Home

Hoge Raad, 16-09-2005, AU2797, 40332

Hoge Raad, 16-09-2005, AU2797, 40332

Gegevens

Instantie
Hoge Raad
Datum uitspraak
16 september 2005
Datum publicatie
16 september 2005
ECLI
ECLI:NL:HR:2005:AU2797
Formele relaties
Zaaknummer
40332

Inhoudsindicatie

Recht op energiepremie bij aanbrengen voorziening aan recreatiewoning?

Uitspraak

Nr. 40.332

16 september 2005

BK

gewezen op het beroep in cassatie van de Staatssecretaris van Financiën tegen de uitspraak van het Gerechtshof te Leeuwarden van 24 oktober 2003, nr. BK 1216/02, betreffende na te melden ten aanzien van X te Z gegeven beschikking betreffende het niet-toekennen van een energiepremie.

1. Beschikking, bezwaar en geding voor het Hof

Op het verzoek van belanghebbende om een voor bezwaar vatbare uitspraak over de weigering van energiebedrijf B hem een energiepremie toe te kennen, heeft de Inspecteur bij beschikking van 28 maart 2002 beslist dat aan belanghebbende de door hem gevraagde energiepremie terecht is geweigerd. Deze beschikking is, na daartegen gemaakt bezwaar, bij uitspraak van de Inspecteur gehandhaafd.

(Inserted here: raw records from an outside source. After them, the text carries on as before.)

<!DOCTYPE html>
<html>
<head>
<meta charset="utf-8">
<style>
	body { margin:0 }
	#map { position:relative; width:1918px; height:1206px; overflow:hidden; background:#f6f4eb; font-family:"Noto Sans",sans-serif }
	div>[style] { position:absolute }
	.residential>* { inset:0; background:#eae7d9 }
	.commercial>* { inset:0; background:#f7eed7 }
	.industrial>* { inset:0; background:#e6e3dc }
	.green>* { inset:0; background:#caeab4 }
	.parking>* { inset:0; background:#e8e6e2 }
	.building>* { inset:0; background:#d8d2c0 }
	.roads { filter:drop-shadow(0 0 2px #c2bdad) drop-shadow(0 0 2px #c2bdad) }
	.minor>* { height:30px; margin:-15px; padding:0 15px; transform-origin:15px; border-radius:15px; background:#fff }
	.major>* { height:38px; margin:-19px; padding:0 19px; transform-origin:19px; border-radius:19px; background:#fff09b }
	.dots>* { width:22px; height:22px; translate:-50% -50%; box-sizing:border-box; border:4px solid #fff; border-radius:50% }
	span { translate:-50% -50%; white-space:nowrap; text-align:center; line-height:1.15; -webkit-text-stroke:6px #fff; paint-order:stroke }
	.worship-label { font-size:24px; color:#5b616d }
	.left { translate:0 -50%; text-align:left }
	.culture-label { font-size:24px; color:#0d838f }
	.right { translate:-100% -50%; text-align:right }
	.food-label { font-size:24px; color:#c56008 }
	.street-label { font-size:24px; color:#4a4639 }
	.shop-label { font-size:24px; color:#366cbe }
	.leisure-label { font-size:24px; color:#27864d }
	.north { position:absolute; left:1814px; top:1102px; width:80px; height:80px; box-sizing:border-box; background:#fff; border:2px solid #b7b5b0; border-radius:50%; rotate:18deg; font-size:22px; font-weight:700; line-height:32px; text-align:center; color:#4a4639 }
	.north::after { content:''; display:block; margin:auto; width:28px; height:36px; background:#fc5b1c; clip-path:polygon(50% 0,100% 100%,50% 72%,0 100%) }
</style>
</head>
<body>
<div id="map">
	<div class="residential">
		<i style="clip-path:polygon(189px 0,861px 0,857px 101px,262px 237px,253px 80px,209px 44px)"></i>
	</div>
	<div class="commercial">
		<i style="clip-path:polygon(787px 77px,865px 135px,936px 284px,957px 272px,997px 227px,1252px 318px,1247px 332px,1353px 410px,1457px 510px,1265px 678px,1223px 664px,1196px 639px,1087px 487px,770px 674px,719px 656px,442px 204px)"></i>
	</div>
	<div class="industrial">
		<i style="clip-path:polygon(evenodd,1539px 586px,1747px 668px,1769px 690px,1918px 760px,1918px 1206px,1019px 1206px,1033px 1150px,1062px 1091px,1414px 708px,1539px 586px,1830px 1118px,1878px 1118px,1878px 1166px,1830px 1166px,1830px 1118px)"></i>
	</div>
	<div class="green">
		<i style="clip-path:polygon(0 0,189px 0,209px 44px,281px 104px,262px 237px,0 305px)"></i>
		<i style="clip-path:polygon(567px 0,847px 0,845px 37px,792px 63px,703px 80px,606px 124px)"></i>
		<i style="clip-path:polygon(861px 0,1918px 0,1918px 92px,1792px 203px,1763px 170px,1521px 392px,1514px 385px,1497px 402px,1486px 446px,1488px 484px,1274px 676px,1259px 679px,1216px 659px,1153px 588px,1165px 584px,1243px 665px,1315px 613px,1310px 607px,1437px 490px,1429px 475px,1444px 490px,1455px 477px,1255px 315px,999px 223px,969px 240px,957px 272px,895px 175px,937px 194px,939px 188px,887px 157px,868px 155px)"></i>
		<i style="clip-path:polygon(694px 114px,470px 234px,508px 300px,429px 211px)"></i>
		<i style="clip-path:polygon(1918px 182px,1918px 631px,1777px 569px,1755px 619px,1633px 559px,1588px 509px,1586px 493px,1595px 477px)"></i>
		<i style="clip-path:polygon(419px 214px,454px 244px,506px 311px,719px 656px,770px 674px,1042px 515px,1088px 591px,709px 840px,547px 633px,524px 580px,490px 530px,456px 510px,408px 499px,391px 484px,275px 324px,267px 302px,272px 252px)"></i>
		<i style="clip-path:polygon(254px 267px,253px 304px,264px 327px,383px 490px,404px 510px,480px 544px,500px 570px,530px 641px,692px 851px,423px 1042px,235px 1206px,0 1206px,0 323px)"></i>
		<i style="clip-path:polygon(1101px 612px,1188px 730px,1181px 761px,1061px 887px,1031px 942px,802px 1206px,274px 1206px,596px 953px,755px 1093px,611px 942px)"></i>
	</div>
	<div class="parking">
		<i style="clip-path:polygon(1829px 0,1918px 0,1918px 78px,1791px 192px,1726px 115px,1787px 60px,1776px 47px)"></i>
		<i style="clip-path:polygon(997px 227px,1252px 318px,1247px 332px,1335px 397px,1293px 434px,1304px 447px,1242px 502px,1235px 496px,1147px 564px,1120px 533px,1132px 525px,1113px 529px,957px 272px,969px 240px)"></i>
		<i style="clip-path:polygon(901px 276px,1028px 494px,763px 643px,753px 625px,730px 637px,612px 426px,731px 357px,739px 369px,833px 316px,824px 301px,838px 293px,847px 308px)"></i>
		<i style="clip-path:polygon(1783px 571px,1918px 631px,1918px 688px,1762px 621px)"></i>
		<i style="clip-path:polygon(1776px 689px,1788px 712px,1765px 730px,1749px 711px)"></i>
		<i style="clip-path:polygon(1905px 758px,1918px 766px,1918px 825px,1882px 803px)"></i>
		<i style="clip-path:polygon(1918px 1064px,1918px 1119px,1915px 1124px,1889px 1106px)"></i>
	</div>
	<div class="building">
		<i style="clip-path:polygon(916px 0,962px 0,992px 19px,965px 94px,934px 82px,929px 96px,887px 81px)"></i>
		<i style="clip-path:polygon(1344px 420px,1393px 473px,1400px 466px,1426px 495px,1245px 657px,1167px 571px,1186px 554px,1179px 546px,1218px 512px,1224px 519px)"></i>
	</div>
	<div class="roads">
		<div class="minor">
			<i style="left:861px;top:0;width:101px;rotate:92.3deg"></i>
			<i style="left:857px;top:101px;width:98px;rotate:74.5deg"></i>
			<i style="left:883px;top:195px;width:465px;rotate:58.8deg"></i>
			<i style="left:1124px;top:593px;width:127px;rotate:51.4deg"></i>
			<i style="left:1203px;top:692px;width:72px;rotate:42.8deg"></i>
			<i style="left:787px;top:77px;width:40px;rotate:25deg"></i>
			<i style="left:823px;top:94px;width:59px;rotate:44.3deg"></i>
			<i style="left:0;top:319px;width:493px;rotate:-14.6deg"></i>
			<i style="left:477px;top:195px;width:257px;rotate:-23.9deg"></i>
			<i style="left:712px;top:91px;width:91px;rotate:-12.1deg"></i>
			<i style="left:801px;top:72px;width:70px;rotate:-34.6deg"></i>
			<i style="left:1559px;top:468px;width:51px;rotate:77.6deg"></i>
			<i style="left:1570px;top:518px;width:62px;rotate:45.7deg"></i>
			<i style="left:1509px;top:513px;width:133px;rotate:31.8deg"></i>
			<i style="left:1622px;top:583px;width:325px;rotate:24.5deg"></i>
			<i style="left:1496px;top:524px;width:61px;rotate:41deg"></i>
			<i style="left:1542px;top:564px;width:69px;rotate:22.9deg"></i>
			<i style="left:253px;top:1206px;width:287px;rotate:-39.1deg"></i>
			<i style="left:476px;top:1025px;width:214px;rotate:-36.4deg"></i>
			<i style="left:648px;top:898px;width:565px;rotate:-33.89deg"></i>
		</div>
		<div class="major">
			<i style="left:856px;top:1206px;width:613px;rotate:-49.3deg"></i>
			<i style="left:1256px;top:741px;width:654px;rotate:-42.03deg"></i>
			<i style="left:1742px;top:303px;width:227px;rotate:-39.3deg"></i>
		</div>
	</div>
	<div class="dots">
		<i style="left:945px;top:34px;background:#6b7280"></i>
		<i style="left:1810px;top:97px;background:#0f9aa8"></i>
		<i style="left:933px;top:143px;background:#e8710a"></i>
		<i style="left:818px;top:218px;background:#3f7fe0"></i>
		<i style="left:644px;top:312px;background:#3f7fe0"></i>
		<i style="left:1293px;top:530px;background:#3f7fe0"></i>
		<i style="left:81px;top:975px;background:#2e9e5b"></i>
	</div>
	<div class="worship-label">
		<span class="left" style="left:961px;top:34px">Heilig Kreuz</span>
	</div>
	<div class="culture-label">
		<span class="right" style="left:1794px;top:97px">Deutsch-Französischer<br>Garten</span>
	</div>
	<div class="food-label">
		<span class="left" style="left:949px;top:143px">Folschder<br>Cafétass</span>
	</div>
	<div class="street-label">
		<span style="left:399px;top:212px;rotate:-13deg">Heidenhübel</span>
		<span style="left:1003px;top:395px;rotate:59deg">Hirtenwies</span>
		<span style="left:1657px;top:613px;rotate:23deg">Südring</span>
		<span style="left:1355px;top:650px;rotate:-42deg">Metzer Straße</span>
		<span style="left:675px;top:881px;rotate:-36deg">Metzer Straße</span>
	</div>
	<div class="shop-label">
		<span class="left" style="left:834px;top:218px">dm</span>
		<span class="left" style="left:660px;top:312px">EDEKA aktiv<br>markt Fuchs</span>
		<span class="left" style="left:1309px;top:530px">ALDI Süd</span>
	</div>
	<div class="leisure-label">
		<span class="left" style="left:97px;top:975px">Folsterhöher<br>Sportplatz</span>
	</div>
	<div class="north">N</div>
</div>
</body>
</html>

Belanghebbende is tegen die uitspraak in beroep gekomen bij het Hof.

Het Hof heeft het beroep gegrond verklaard, de uitspraak van de Inspecteur vernietigd en het verzoek om toekenning van energiepremie voor een bedrag van € 291 toegewezen. De uitspraak van het Hof is aan dit arrest gehecht.

2. Geding in cassatie

De Staatssecretaris heeft tegen 's Hofs uitspraak beroep in cassatie ingesteld. Het beroepschrift in cassatie is aan dit arrest gehecht en maakt daarvan deel uit.

Belanghebbende heeft een verweerschrift ingediend.

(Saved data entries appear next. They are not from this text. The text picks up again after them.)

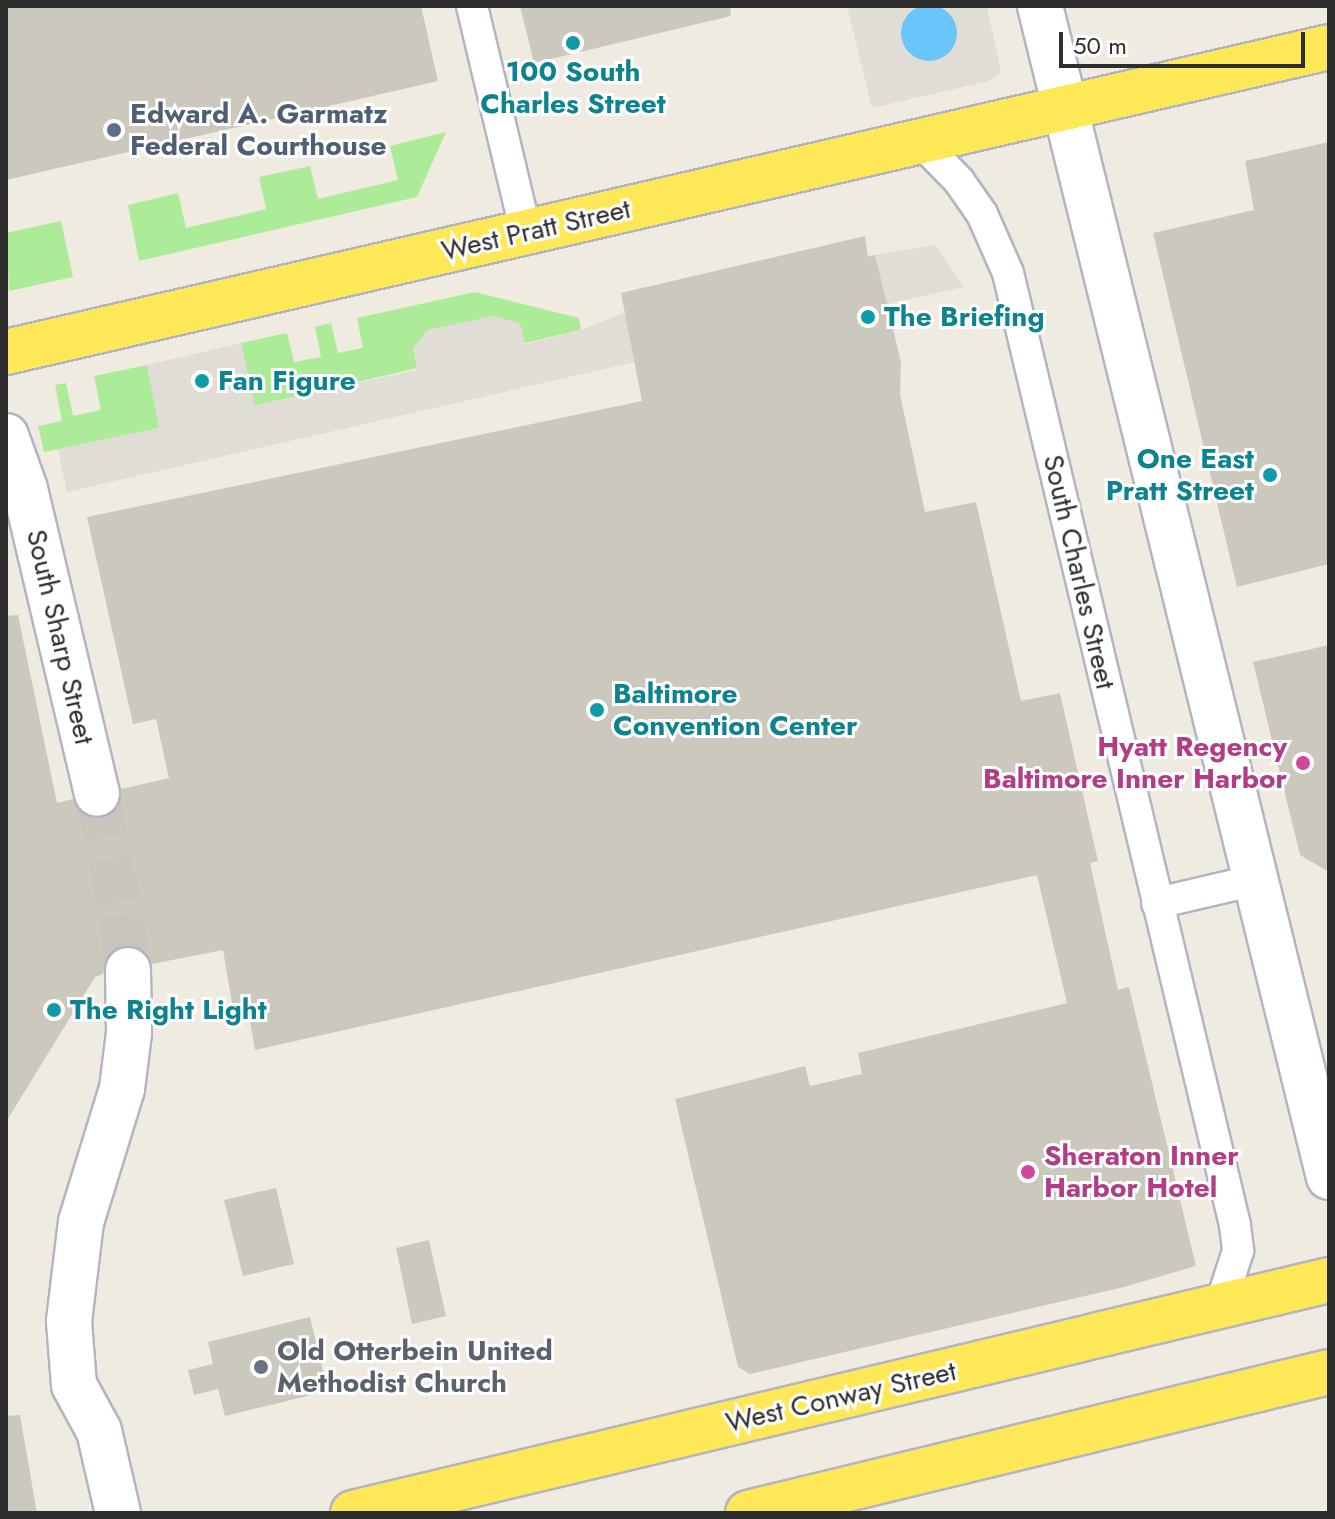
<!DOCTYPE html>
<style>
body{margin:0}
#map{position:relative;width:1335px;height:1519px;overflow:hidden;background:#f0ebe0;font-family:Jost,sans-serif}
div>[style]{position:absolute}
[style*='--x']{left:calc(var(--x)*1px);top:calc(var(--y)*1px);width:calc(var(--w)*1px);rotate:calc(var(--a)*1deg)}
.green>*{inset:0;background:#aceb98}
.plaza>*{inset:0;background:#e0ddd7}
.water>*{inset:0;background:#6ac5fa}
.round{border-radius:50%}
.building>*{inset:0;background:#cbc9be}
.secondary-tunnel>*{height:44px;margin-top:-22px;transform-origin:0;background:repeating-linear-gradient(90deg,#c9c5bc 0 44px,transparent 0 66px)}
.roads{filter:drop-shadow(2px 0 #b3b4c2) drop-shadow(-2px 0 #b3b4c2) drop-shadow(0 2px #b3b4c2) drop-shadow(0 -2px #b3b4c2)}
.minor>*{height:30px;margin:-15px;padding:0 15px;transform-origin:15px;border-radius:15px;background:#fff}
.secondary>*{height:44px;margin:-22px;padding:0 22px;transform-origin:22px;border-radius:22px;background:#fff}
.primary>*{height:44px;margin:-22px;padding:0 22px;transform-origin:22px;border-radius:22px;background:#fee857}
.dots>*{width:22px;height:22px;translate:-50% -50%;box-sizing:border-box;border:4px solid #fff;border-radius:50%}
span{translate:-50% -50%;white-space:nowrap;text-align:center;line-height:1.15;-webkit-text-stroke:6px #fff;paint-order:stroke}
.culture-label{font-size:28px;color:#0d838f;font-weight:700}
.left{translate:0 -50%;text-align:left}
.right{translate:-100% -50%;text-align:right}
.service-label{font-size:28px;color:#4e5e75;font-weight:700}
.street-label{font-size:28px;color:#2e2e2e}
.hotel-label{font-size:28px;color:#b23c85;font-weight:700}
.worship-label{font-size:28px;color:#5b616d;font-weight:700}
.frame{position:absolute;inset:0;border:8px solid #2e2e2e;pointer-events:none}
.scale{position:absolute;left:1059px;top:32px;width:246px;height:36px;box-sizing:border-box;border:4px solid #2e2e2e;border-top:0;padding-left:10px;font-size:24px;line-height:28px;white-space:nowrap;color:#2e2e2e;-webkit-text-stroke:6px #fff;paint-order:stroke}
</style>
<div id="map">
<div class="green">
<i style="clip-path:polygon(446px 132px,417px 197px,139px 261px,128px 205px,178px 193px,186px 228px,266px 209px,259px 177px,310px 166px,318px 199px,398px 180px,390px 146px)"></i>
<i style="clip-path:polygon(61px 221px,73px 277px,9px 291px,6px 233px)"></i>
<i style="clip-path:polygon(475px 292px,579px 318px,581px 330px,254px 406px,241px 343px,287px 333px,294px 362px,321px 357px,315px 327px,331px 323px,338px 353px,363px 348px,357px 318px)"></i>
<i style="clip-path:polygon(147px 365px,160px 428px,44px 452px,38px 426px,62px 421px,55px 385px,66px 383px,73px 416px,101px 410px,94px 376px)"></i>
</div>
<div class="plaza">
<i style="clip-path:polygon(847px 6px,987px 6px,1001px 72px,989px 81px,872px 108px)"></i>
<i style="clip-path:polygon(936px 245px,963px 287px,67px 492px,58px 449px,159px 428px,147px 365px,241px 343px,255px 405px,417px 370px,413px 348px,427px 330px,493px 316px,520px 323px,525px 344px,576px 332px,624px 313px,875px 255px)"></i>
</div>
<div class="water">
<i class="round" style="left:901px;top:5px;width:56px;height:56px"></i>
</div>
<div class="building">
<i style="clip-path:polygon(6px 6px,421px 6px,438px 81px,6px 180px)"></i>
<i style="clip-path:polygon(520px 6px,730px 6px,731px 16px,534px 63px)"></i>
<i style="clip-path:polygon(1329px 142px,1329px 564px,1237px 587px,1153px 233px,1254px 210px,1245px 161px)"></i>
<i style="clip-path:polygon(865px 236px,868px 257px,875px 255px,901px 362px,900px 394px,925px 512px,976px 502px,1021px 701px,1060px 693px,1098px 861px,1090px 863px,1118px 990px,1129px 987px,1196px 1266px,1124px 1287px,750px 1374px,738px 1367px,675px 1099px,805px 1066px,810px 1086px,862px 1074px,858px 1053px,1067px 1003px,1037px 875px,255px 1050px,247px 1004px,233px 1009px,223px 950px,152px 964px,141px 949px,127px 945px,115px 949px,107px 957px,103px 974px,95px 977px,6px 1122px,6px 616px,18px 615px,57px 803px,73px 799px,79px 812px,89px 818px,102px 818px,115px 812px,121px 800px,121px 789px,169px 778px,156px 719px,133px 724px,87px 517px,642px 401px,621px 293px)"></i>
<i style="clip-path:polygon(1329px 645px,1329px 872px,1300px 855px,1253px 662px)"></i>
<i style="clip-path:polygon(276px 1188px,294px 1264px,243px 1276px,224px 1200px)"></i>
<i style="clip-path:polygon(429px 1240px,446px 1316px,412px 1324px,396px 1248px)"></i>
<i style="clip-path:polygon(310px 1317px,328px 1391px,225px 1416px,218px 1389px,194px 1395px,188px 1370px,213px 1364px,208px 1342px)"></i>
<i style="clip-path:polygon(20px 1415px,37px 1513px,6px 1513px,6px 1416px)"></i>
</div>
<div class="secondary-tunnel">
<i style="--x:97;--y:794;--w:123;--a:78.8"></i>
<i style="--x:121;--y:915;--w:55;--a:82.7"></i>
</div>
<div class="roads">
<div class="minor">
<i style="--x:472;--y:6;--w:232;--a:76.6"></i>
<i style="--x:921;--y:142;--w:54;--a:45.7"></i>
<i style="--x:959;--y:181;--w:40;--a:55.1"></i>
<i style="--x:982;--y:214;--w:64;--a:66.2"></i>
<i style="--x:1008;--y:273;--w:979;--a:76.59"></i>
<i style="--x:1235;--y:1225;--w:26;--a:83"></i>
<i style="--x:1238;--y:1251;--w:58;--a:108.1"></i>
<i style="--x:1157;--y:903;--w:102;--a:-13.1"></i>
</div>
<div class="secondary">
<i style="--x:1040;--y:6;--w:1206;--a:76.14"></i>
<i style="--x:6;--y:436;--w:56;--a:70.3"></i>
<i style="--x:25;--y:489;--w:313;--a:76.7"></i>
<i style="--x:118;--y:1513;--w:84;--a:-103"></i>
<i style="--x:99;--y:1431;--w:52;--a:-118.5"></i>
<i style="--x:74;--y:1385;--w:64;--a:-94.5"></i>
<i style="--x:69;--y:1321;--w:100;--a:-83.1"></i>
<i style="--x:81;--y:1222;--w:139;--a:-72.9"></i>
<i style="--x:122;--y:1089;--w:56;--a:-82.9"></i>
<i style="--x:129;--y:1033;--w:63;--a:-90.9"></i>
</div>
<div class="primary">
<i style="--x:6;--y:352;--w:1358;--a:-12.98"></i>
<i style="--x:353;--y:1513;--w:1003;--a:-13.43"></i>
<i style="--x:748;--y:1513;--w:598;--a:-13.64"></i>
</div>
</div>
<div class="dots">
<i style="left:573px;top:43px;background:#0f9aa8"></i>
<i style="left:114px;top:130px;background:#5c6f8a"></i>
<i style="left:868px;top:317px;background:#0f9aa8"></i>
<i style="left:202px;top:381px;background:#0f9aa8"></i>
<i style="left:1270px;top:475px;background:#0f9aa8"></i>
<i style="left:597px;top:710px;background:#0f9aa8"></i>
<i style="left:1303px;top:763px;background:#d1479c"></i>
<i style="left:54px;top:1010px;background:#0f9aa8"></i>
<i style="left:1028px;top:1172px;background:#d1479c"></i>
<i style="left:261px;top:1367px;background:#6b7280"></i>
</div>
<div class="culture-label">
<span style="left:573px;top:88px">100 South<br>Charles Street</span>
<span class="left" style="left:884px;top:317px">The Briefing</span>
<span class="left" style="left:218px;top:381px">Fan Figure</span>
<span class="right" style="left:1254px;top:475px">One East<br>Pratt Street</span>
<span class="left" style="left:613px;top:710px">Baltimore<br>Convention Center</span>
<span class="left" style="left:70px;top:1010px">The Right Light</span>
</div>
<div class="service-label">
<span class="left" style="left:130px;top:130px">Edward A. Garmatz<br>Federal Courthouse</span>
</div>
<div class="street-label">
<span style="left:536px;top:230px;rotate:-13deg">West Pratt Street</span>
<span style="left:1079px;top:572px;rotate:77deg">South Charles Street</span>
<span style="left:60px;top:637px;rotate:77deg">South Sharp Street</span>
<span style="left:841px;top:1397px;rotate:-13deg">West Conway Street</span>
</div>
<div class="hotel-label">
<span class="right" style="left:1287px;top:763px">Hyatt Regency<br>Baltimore Inner Harbor</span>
<span class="left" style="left:1044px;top:1172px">Sheraton Inner<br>Harbor Hotel</span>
</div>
<div class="worship-label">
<span class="left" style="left:277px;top:1367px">Old Otterbein United<br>Methodist Church</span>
</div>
<div class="frame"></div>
<div class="scale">50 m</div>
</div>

3. Beoordeling van het middel

3.1. In cassatie kan van volgende worden uitgegaan. Op 26 november 2001 is aan belanghebbendes recreatiewoning te S, die bij belanghebbende in eigendom is en niet permanent mag worden bewoond, 10,70 vierkante meter HR++ glas aangebracht. Energiebedrijf B levert belanghebbende voor deze woning aardgas; belanghebbende ontvangt hiervoor rechtstreeks een afrekening.

3.2. Voor het Hof was in geschil of belanghebbende ter zake van de aanschaf van deze voorziening recht heeft op energiepremie als bedoeld in artikel 36a, lid 1, letter j, en artikel 36p, lid 2, van de Wet belastingen op milieugrondslag (tekst 2001; hierna: de Wbm). Het Hof heeft geoordeeld dat belanghebbende recht heeft op toekenning van een energiepremie voor de voorziening. Het heeft daartoe overwogen dat noch in de Wbm en de daarop gebaseerde Uitvoeringsregeling belastingen op milieugrondslag, noch in de voor het jaar 2001 opgestelde in een brochure opgenomen Regeling Energiepremie 2001 is bepaald dat alleen energiepremie kan worden uitgekeerd indien sprake is van een voor permanente bewoning bestemde woning. Ook de wetsgeschiedenis biedt, aldus het Hof, geen steun aan de zienswijze van de Inspecteur.

3.3. Het hiervoor in 3.2 weergegeven oordeel van het Hof is juist. De tekst van de Wbm noch de ontstaansgeschiedenis daarvan biedt steun aan de andersluidende opvatting waarop het middel berust. Het middel faalt derhalve.

4. Proceskosten

De Hoge Raad acht geen termen aanwezig voor een veroordeling in de proceskosten.

5. Beslissing

De Hoge Raad verklaart het beroep ongegrond.

Dit arrest is gewezen door de vice-president A.G. Pos als voorzitter, en de raadsheren L. Monné en A.R. Leemreis, in tegenwoordigheid van de waarnemend griffier A.I. Boussak-Leeksma, en in het openbaar uitgesproken op 16 september 2005.

Van de Staat wordt ter zake van het door de Staatssecretaris van Financiën instelde beroep in cassatie een griffierecht geheven van € 414.